DATA FOR THIS EXERCISE section start

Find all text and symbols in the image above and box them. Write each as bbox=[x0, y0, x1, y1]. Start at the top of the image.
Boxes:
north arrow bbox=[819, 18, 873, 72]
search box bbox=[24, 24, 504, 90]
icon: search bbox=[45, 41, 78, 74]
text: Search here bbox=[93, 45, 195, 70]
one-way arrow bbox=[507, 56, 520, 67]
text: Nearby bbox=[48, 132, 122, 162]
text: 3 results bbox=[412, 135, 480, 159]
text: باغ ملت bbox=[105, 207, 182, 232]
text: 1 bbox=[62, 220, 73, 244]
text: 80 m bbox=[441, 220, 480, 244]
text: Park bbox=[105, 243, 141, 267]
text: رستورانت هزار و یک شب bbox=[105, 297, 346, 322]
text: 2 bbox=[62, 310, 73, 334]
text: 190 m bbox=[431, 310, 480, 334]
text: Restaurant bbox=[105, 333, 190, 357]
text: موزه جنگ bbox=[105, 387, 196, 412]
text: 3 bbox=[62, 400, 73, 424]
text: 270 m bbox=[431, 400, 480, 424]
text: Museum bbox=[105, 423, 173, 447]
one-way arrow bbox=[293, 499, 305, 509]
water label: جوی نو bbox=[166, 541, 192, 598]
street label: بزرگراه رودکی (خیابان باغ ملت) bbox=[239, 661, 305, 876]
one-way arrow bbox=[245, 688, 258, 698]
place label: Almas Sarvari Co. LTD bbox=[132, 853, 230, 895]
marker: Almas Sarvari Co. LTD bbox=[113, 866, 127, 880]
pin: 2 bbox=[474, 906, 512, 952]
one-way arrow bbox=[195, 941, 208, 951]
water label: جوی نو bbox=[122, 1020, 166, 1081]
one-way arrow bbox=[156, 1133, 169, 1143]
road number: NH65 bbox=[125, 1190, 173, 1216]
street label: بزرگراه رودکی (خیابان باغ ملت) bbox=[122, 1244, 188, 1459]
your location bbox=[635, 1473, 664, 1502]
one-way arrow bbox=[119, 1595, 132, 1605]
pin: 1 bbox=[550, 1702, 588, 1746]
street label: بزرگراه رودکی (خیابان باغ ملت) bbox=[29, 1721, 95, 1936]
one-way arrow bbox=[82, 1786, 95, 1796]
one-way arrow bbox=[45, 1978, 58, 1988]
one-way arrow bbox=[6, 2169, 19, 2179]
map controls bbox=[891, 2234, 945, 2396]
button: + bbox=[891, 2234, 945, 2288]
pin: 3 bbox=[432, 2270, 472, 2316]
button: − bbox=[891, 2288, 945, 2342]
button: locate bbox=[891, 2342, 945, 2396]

DATA FOR THIS EXERCISE section end

▶ WHAT YOU NEED TO DO
Repeat the data. Leave nothing out and change nothing.

▶ OUTPUT BELOW
Find all text and symbols in the image above and box them. Write each as bbox=[x0, y0, x1, y1]. Start at the top of the image.
Boxes:
north arrow bbox=[819, 18, 873, 72]
search box bbox=[24, 24, 504, 90]
icon: search bbox=[45, 41, 78, 74]
text: Search here bbox=[93, 45, 195, 70]
one-way arrow bbox=[507, 56, 520, 67]
text: Nearby bbox=[48, 132, 122, 162]
text: 3 results bbox=[412, 135, 480, 159]
text: باغ ملت bbox=[105, 207, 182, 232]
text: 1 bbox=[62, 220, 73, 244]
text: 80 m bbox=[441, 220, 480, 244]
text: Park bbox=[105, 243, 141, 267]
text: رستورانت هزار و یک شب bbox=[105, 297, 346, 322]
text: 2 bbox=[62, 310, 73, 334]
text: 190 m bbox=[431, 310, 480, 334]
text: Restaurant bbox=[105, 333, 190, 357]
text: موزه جنگ bbox=[105, 387, 196, 412]
text: 3 bbox=[62, 400, 73, 424]
text: 270 m bbox=[431, 400, 480, 424]
text: Museum bbox=[105, 423, 173, 447]
one-way arrow bbox=[293, 499, 305, 509]
water label: جوی نو bbox=[166, 541, 192, 598]
street label: بزرگراه رودکی (خیابان باغ ملت) bbox=[239, 661, 305, 876]
one-way arrow bbox=[245, 688, 258, 698]
place label: Almas Sarvari Co. LTD bbox=[132, 853, 230, 895]
marker: Almas Sarvari Co. LTD bbox=[113, 866, 127, 880]
pin: 2 bbox=[474, 906, 512, 952]
one-way arrow bbox=[195, 941, 208, 951]
water label: جوی نو bbox=[122, 1020, 166, 1081]
one-way arrow bbox=[156, 1133, 169, 1143]
road number: NH65 bbox=[125, 1190, 173, 1216]
street label: بزرگراه رودکی (خیابان باغ ملت) bbox=[122, 1244, 188, 1459]
your location bbox=[635, 1473, 664, 1502]
one-way arrow bbox=[119, 1595, 132, 1605]
pin: 1 bbox=[550, 1702, 588, 1746]
street label: بزرگراه رودکی (خیابان باغ ملت) bbox=[29, 1721, 95, 1936]
one-way arrow bbox=[82, 1786, 95, 1796]
one-way arrow bbox=[45, 1978, 58, 1988]
one-way arrow bbox=[6, 2169, 19, 2179]
map controls bbox=[891, 2234, 945, 2396]
button: + bbox=[891, 2234, 945, 2288]
pin: 3 bbox=[432, 2270, 472, 2316]
button: − bbox=[891, 2288, 945, 2342]
button: locate bbox=[891, 2342, 945, 2396]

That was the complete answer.